So wurde also AoS aus der Taufe gehoben - vorher konnte man sich aber nicht verkneifen, den alten, knauserigen Säcken aus der WHF-Community ein letztes Mal an den Geldbeutel zu gehen. Die Pläne für AoS wurden erstmal zur Geheimsache erklärt und stattdessen eine große "Endzeit"-Kampagne für WHF ins Rollen gebracht, in dessen Rahmen ein Sack voll von zusätzlichen Regelbüchern und Miniaturen veröffentlicht wurde. Am Ende der Kampagne, als viele nochmal tief in die Tasche gegriffen hatten, explodierte die alte Welt (im wahrsten Sinne des Wortes) "right in their face" und AoS erschien auf der Bildfläche. Die "Regeln" wurden freundlicherweise umsonst per Download zur Verfügung gestellt (exakt VIER Seiten!), der Inhalt der Grundbox bestand nur aus den beiden Grundarmeen und einem Hintergrundbuch zur neuen "Spielwelt" und "Lore". Spätestens jetzt wusste jeder alteingesessene WHF-Veteran, dass der Großteil seiner Miniaturensammlung jetzt nur noch für die Vitrine verwendbar war, weil eine echte Kompatibilität nicht gegeben war.
Der darauf folgende Shitstorm in der Community war gigantisch. Mit Recht. Natürlich war die Diskrepanz im Umsatz zwischen 40K und AoS NOCH eklatanter als zuvor, die Aktionäre waren stinksauer und GW war nah dran, komplett in die Knie zu gehen. Also tat man das einzig Richtige - man zeigte den ganzen "Experten" im Management die Tür und besetzte die wichtigen Posten wieder mit Hobbyisten, die die Wünsche und Bedürfnisse der Community kennen und - tatsächlich - neuerdings auch auf diese hören. GW hat seit diesem Schritt einen wundersamen, nicht mehr für möglich gehaltenen Wandel vollzogen.

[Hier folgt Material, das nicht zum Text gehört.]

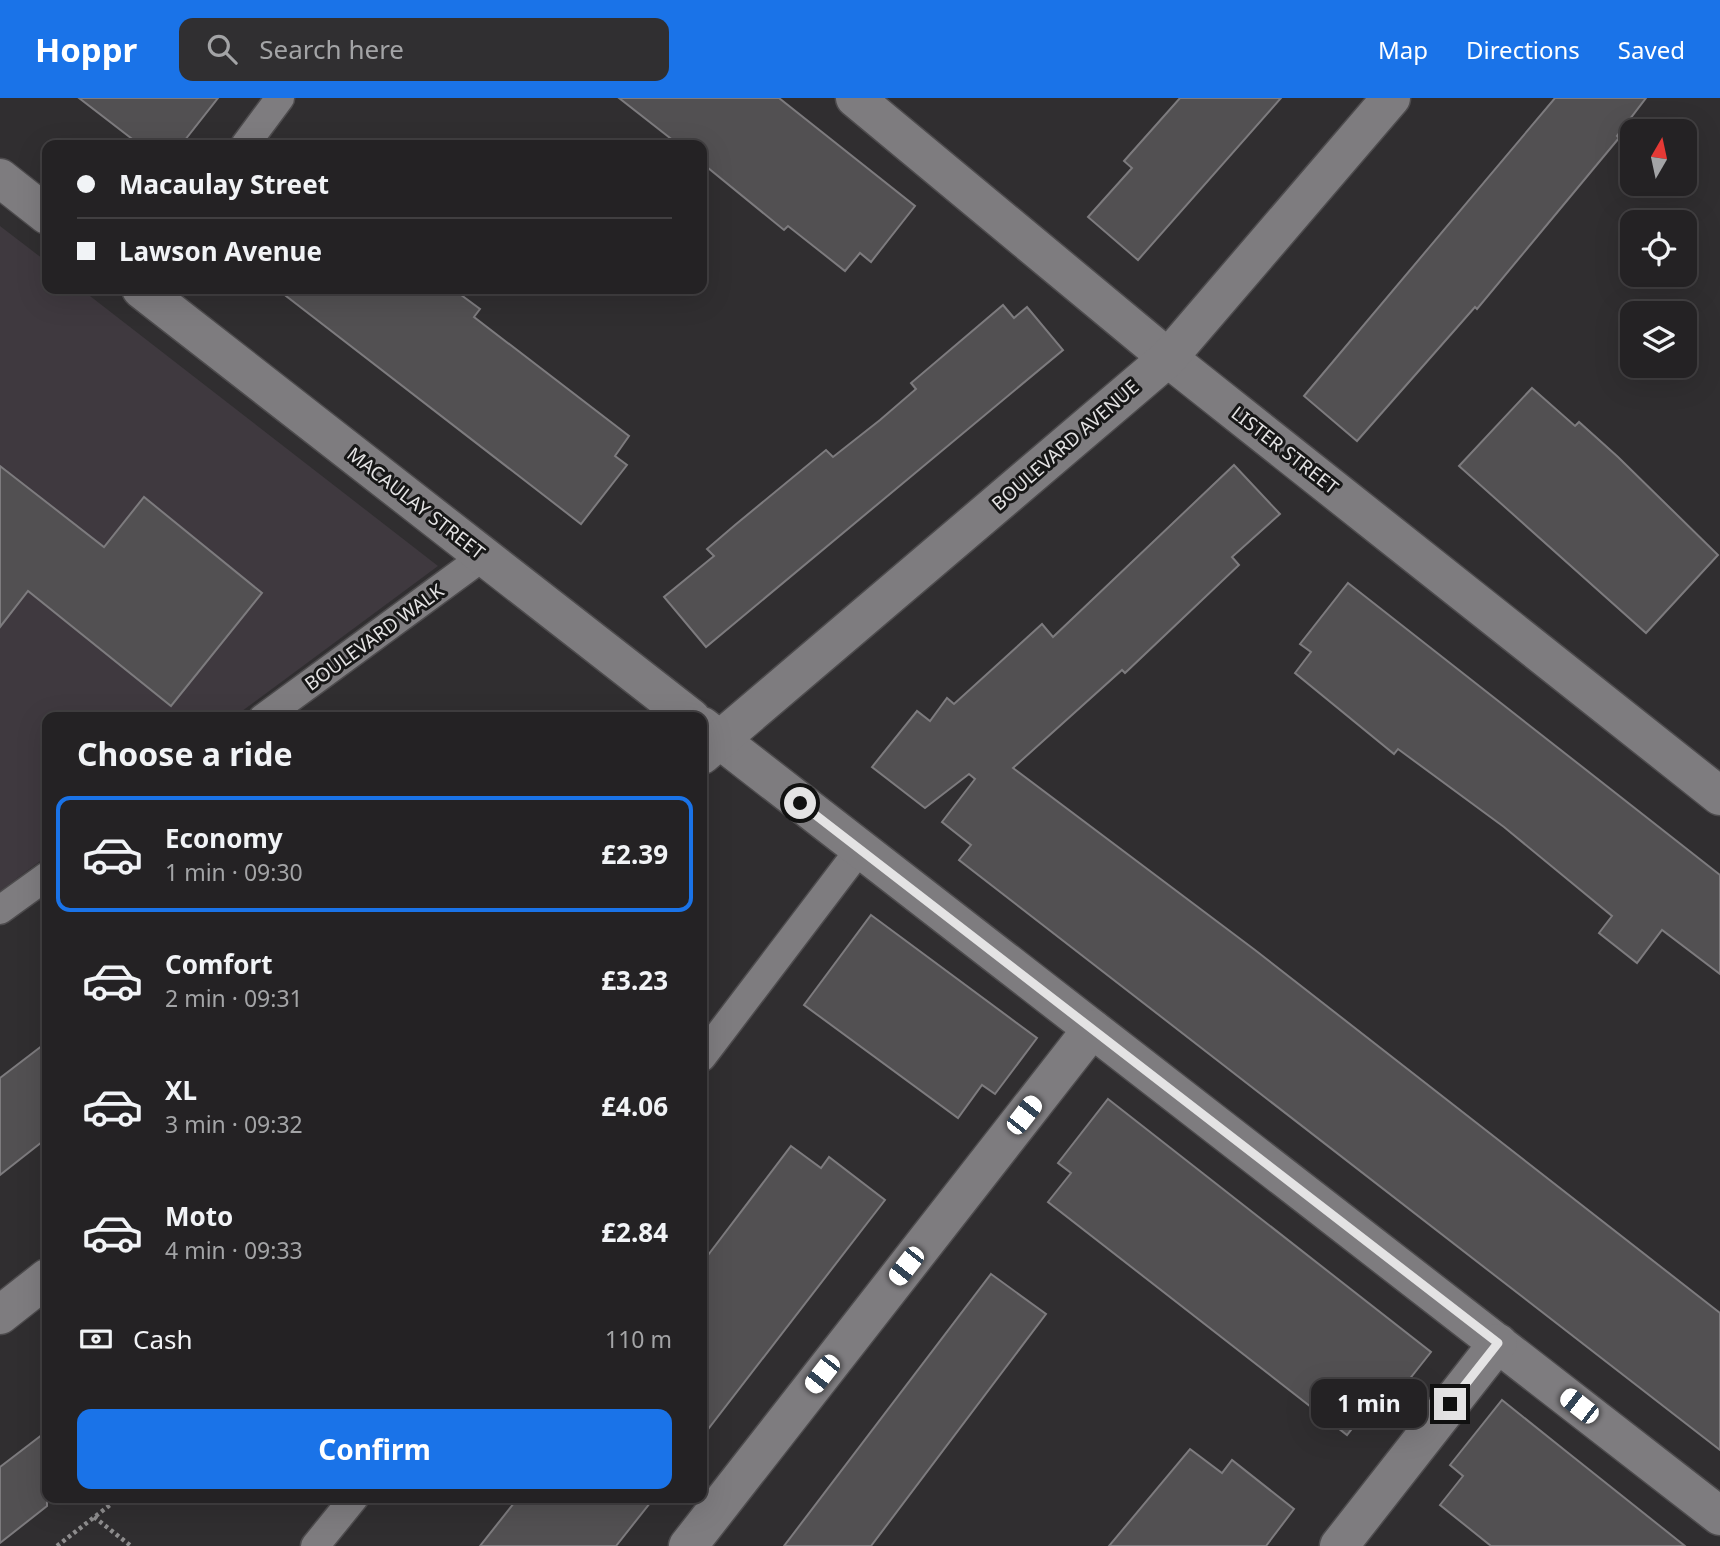 <!DOCTYPE html>
<html lang="en">
<head>
<meta charset="utf-8">
<style>
  body { margin:0; font-family:"Noto Sans",sans-serif; background:#302f31; color:#f1f3f6; height:100vh; display:flex; flex-direction:column; font-size:26px; white-space:nowrap }
  * { box-sizing:border-box; margin:0 }
  p { font-size:23px; color:#a3a4a6 }
  .icon { flex:none; width:38px; height:38px; fill:none; stroke:currentColor; stroke-width:2; stroke-linecap:round; stroke-linejoin:round }
  .map { position:relative; flex:1; overflow:hidden }
  .side { position:absolute; left:42px; top:614px; width:665px; height:791px; display:flex; flex-direction:column; background:#242224; border-radius:14px; box-shadow:0 7px 28px #0002,0 0 0 2px #413f41 }
  .side>* { flex:none }
  .hud { position:absolute; left:42px; top:42px; width:665px; height:154px; border-radius:14px; box-shadow:0 7px 28px #0002,0 0 0 2px #413f41; display:grid; align-content:center; height:154px; padding:0 35px; background:#242224 }
  .needle { width:46px; rotate:9deg }
  .fabs { position:absolute; left:1620px; top:21px; display:grid; gap:14px }
  .fabs a { display:grid; place-items:center; width:77px; height:77px; border-radius:14px; background:#242224; box-shadow:0 7px 28px #0002,0 0 0 2px #413f41; font-size:35px }
  .end { position:absolute; width:32px; height:32px; margin:-16px; border:9px solid #e4e3e4; background:#111; box-shadow:0 0 0 4px #111 }
  .from { border-radius:50% }
  .bubble { position:absolute; height:49px; border-radius:14px; background:#242224; box-shadow:0 7px 28px #0002,0 0 0 2px #413f41; font-size:23px; font-weight:700; line-height:49px; text-align:center }
  .car { position:absolute; width:21px; height:42px; margin:-21px -10px; border-radius:9px; box-shadow:0 0 5px 2px #0007; background:linear-gradient(#fff 24%,#345 0 40%,#fff 0 76%,#345 0 86%,#fff 0) }
  .hud b { display:flex; align-items:center; gap:24px; height:66px; font-size:26px }
  .hud b+b { border-top:2px solid #413f41 }
  .hud i { width:18px; height:18px; background:#f1f3f6 }
  ul { padding:0; list-style:none }
  li { display:flex; align-items:center; gap:21px; height:116px; margin:0 14px 10px; padding:0 21px; border:4px solid transparent; border-radius:14px }
  li div { flex:1 }
  li b { display:block; font-size:26px }
  li em { font-style:normal; font-weight:700 }
  li.on { border-color:#1a73e8 }
  li>.icon { width:63px; height:63px; stroke-width:1.5 }
  h2 { padding:0 35px; font-size:32px; line-height:84px }
  .pay { display:flex; align-items:center; gap:18px; height:77px; padding:0 35px; font-size:26px }
  .pay p { margin-inline-start:auto }
  .cta { display:flex; gap:14px; margin-top:auto; padding:14px 35px }
  .cta a { flex:1; height:80px; border-radius:14px; background:#1a73e8; color:#fff; font-size:28px; font-weight:700; line-height:80px; text-align:center }
  header { display:flex; align-items:center; gap:42px; box-sizing:border-box; height:98px; padding:0 35px; background:#1a73e8; color:#fff }
  header strong { font-size:33px }
  nav { display:flex; gap:38px; margin-inline-start:auto; font-size:24px }
  .search { width:490px; height:63px; background:#302f31; display:flex; align-items:center; gap:18px; box-sizing:border-box; padding:0 24px; border-radius:14px; color:#a3a4a6; font-size:26px }
  .map>svg:first-child { display:block }
  .built { fill:#3f393f }
  .building { fill:#525052; stroke:#7d7b7e; stroke-width:2 }
  .lines { fill:none; stroke-linecap:round; stroke-linejoin:round }
  .lane-casing { stroke:#4d4b4d; stroke-width:31 }
  .street-casing { stroke:#4d4b4d; stroke-width:41 }
  .secondary-casing { stroke:#4d4b4d; stroke-width:41 }
  .path { stroke:#8e8d8e; stroke-width:4.5; stroke-dasharray:3.5 3.5; stroke-linecap:butt }
  .lane { stroke:#7e7c7f; stroke-width:28 }
  .street { stroke:#7e7c7f; stroke-width:38 }
  .secondary { stroke:#7e7c7f; stroke-width:38 }
  .route { stroke:#e4e3e4; stroke-width:9 }
  .labels { text-anchor:middle; stroke-width:6; stroke-linejoin:round; paint-order:stroke }
  .street-label { font-size:19px; fill:#e4e3e4; stroke:#171717 }
</style>
</head>
<body>
<header>
<strong>Hoppr</strong>
<div class="search"><svg class="icon" aria-label="search" viewBox="0 0 24 24"><circle cx="10" cy="10" r="6"/><path d="M15 15l6 6"/></svg>Search here</div>
<nav><a>Map</a><a>Directions</a><a>Saved</a></nav>
</header>
<div class="map">
<svg width="1720" height="1448" viewBox="0 0 1720 1448">
  <rect width="100%" height="100%" fill="#302e30"/>
  <path class="built" d="M0,128L47,164V191H81L438,468L234,619L47,620V758L0,793Z"/>
  <g class="building">
    <path d="M79,0H218L181,47H140Z"/>
    <path d="M619,0H779L915,108L871,164L860,155L845,173L788,128L784,132L702,65V47H679Z"/>
    <path d="M1180,0H1281L1138,162L1088,119L1132,70L1124,63Z"/>
    <path d="M1555,0H1646L1617,38L1619,40L1477,211L1475,209L1357,343L1304,298Z"/>
    <path d="M277,191H453L480,211L474,219L629,338L615,358L627,367L581,426Z"/>
    <path d="M1003,207L1014,220L1027,209L1063,252L706,549L664,499L714,458L707,451L735,427L826,352L833,359L880,322L916,291L911,285Z"/>
    <path d="M1532,290L1575,328L1579,324L1618,359L1718,457L1646,535L1459,368Z"/>
    <path d="M1234,367L1280,416L1232,459L1239,467L1125,575L1122,572L1013,670L1255,852L1720,1215V1352L959,762L971,747L942,724L975,681L969,676L925,710L872,669L917,613L930,623L947,600L954,606L1042,526L1053,539Z"/>
    <path d="M0,368L104,449L144,399L262,495L171,608L28,493L0,529Z"/>
    <path d="M1348,485L1720,777V876L1662,832L1637,865L1599,835L1612,818L1504,729L1398,651L1394,656L1295,575L1311,554L1300,546Z"/>
    <path d="M871,817L1037,940L995,996L982,987L958,1020L804,907Z"/>
    <path d="M47,944V1040L0,1077V980Z"/>
    <path d="M1108,1001L1431,1254L1381,1317L1370,1308L1347,1337L1048,1104L1071,1075L1058,1065Z"/>
    <path d="M791,1048L821,1070L829,1059L885,1102L702,1339V1165Z"/>
    <path d="M991,1176L1046,1216L871,1448H784Z"/>
    <path d="M1502,1302L1567,1354L1685,1448H1491L1440,1407L1463,1378L1450,1367Z"/>
    <path d="M47,1333V1408L0,1445V1369Z"/>
    <path d="M1190,1351L1222,1375L1232,1362L1294,1411L1266,1448H1109Z"/>
    <path d="M518,1400H654L616,1448H480Z"/>
  </g>
  <g class="lines">
    <defs>
      <g id="lane">
        <path d="M245,47L280,0"/>
        <path d="M263,620L484,458"/>
        <path d="M0,812L47,778"/>
        <path d="M702,959L860,751"/>
        <path d="M315,1448L354,1400"/>
      </g>
      <g id="street">
        <path d="M855,0L1168,260L1720,698"/>
        <path d="M0,80L47,117"/>
        <path d="M141,191L691,620"/>
        <path d="M702,628L1720,1418"/>
        <path d="M688,1448L1092,931"/>
        <path d="M1339,1448L1498,1245"/>
      </g>
      <g id="secondary">
        <path d="M702,657L1168,260L1391,0"/>
        <path d="M0,1217L47,1180"/>
      </g>
    </defs>
    <use href="#lane" class="lane-casing"/>
    <use href="#street" class="street-casing"/>
    <use href="#secondary" class="secondary-casing"/>
    <g class="path">
      <path d="M94,1419L131,1448"/>
      <path d="M57,1448L119,1400"/>
    </g>
    <use href="#lane" class="lane"/>
    <use href="#street" class="street"/>
    <use href="#secondary" class="secondary"/>
  </g>
  <g class="lines">
    <path class="route" d="M800,705L1498,1245L1450,1306"/>
  </g>
  <g class="labels">
    <g class="street-label">
      <text transform="translate(1065 347) rotate(-41)" y="7">BOULEVARD AVENUE</text>
      <text transform="translate(1285 352) rotate(38)" y="7">LISTER STREET</text>
      <text transform="translate(416 405) rotate(38)" y="7">MACAULAY STREET</text>
      <text transform="translate(374 539) rotate(-36)" y="7">BOULEVARD WALK</text>
    </g>
  </g>
</svg>
<div class="fabs">
<a><svg class="needle" viewBox="-14 -14 28 28"><path d="M0-13l5 13h-10z" fill="#e53935"/><path d="M0 13l5-13h-10z" fill="#a3a4a6"/></svg></a>
<a><svg class="icon" aria-label="locate" viewBox="0 0 24 24"><circle cx="12" cy="12" r="6"/><path d="M12 2v4M12 18v4M2 12h4M18 12h4"/></svg></a>
<a><svg class="icon" aria-label="layers" viewBox="0 0 24 24"><path d="M12 4l9 5-9 5-9-5zM3 14l9 5 9-5"/></svg></a>
</div>
<i class="end from" style="left:800px;top:705px"></i>
<i class="end" style="left:1450px;top:1306px"></i>
<div class="bubble" style="left:1311px;top:1281px;width:116px">1 min</div>
<i class="car" style="left:1024px;top:1017px;rotate:38deg"></i>
<i class="car" style="left:906px;top:1168px;rotate:218deg"></i>
<i class="car" style="left:822px;top:1276px;rotate:218deg"></i>
<i class="car" style="left:1579px;top:1308px;rotate:308deg"></i>
<div class="hud">
<b><i class="from"></i>Macaulay Street</b>
<b><i></i>Lawson Avenue</b>
</div>
<section class="side">
<h2>Choose a ride</h2>
<ul>
<li class="on"><svg class="icon" aria-label="car" viewBox="0 0 24 24"><path d="M5 17H2v-5l4-1 3-4h7l3 4 3 1v5h-3M9 17h6M6 11h13"/><circle cx="7" cy="17" r="2"/><circle cx="17" cy="17" r="2"/></svg><div><b>Economy</b><p>1 min · 09:30</p></div><em>£2.39</em></li>
<li><svg class="icon" aria-label="car" viewBox="0 0 24 24"><path d="M5 17H2v-5l4-1 3-4h7l3 4 3 1v5h-3M9 17h6M6 11h13"/><circle cx="7" cy="17" r="2"/><circle cx="17" cy="17" r="2"/></svg><div><b>Comfort</b><p>2 min · 09:31</p></div><em>£3.23</em></li>
<li><svg class="icon" aria-label="car" viewBox="0 0 24 24"><path d="M5 17H2v-5l4-1 3-4h7l3 4 3 1v5h-3M9 17h6M6 11h13"/><circle cx="7" cy="17" r="2"/><circle cx="17" cy="17" r="2"/></svg><div><b>XL</b><p>3 min · 09:32</p></div><em>£4.06</em></li>
<li><svg class="icon" aria-label="car" viewBox="0 0 24 24"><path d="M5 17H2v-5l4-1 3-4h7l3 4 3 1v5h-3M9 17h6M6 11h13"/><circle cx="7" cy="17" r="2"/><circle cx="17" cy="17" r="2"/></svg><div><b>Moto</b><p>4 min · 09:33</p></div><em>£2.84</em></li>
</ul>
<div class="pay"><svg class="icon" aria-label="cash" viewBox="0 0 24 24"><path d="M3 7h18v10H3z"/><circle cx="12" cy="12" r="2"/></svg>Cash<p>110 m</p></div>
<div class="cta"><a>Confirm</a></div>
</section>
</div>
</body>
</html>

Sämtliche Fehlentscheidungen wurden, soweit wie möglich, zurückgerudert und es wurde endlich erkannt, dass eine zufriedene Community der einzige Garant für wirtschaftlichen Erfolg ist.
- die Preise wurden wieder auf ein vernünftiges Maß zurechtgestutzt
- die Community wird bei der Entwicklung neuer Systeme oder Editionen aktiv mit einbezogen (so bei den neuen Editionen von 40K und AoS )
- der "White Dwarf" ist wieder ein echtes Hobbymagazin und keine kostenpflichtige Werbebroschüre
- die "Nebenspiele" (Necromunda, Space Hulk, Blood Bowl etc.) werden nach und nach wiederbelebt und durch neue Systeme ergänzt
- Bei AoS wurde aus der Not eine Tugend gemacht und durch Regelergänzungen ein halbwegs spielbares System geschaffen (das aber immer noch nicht ansatzweise an WHF herankommt)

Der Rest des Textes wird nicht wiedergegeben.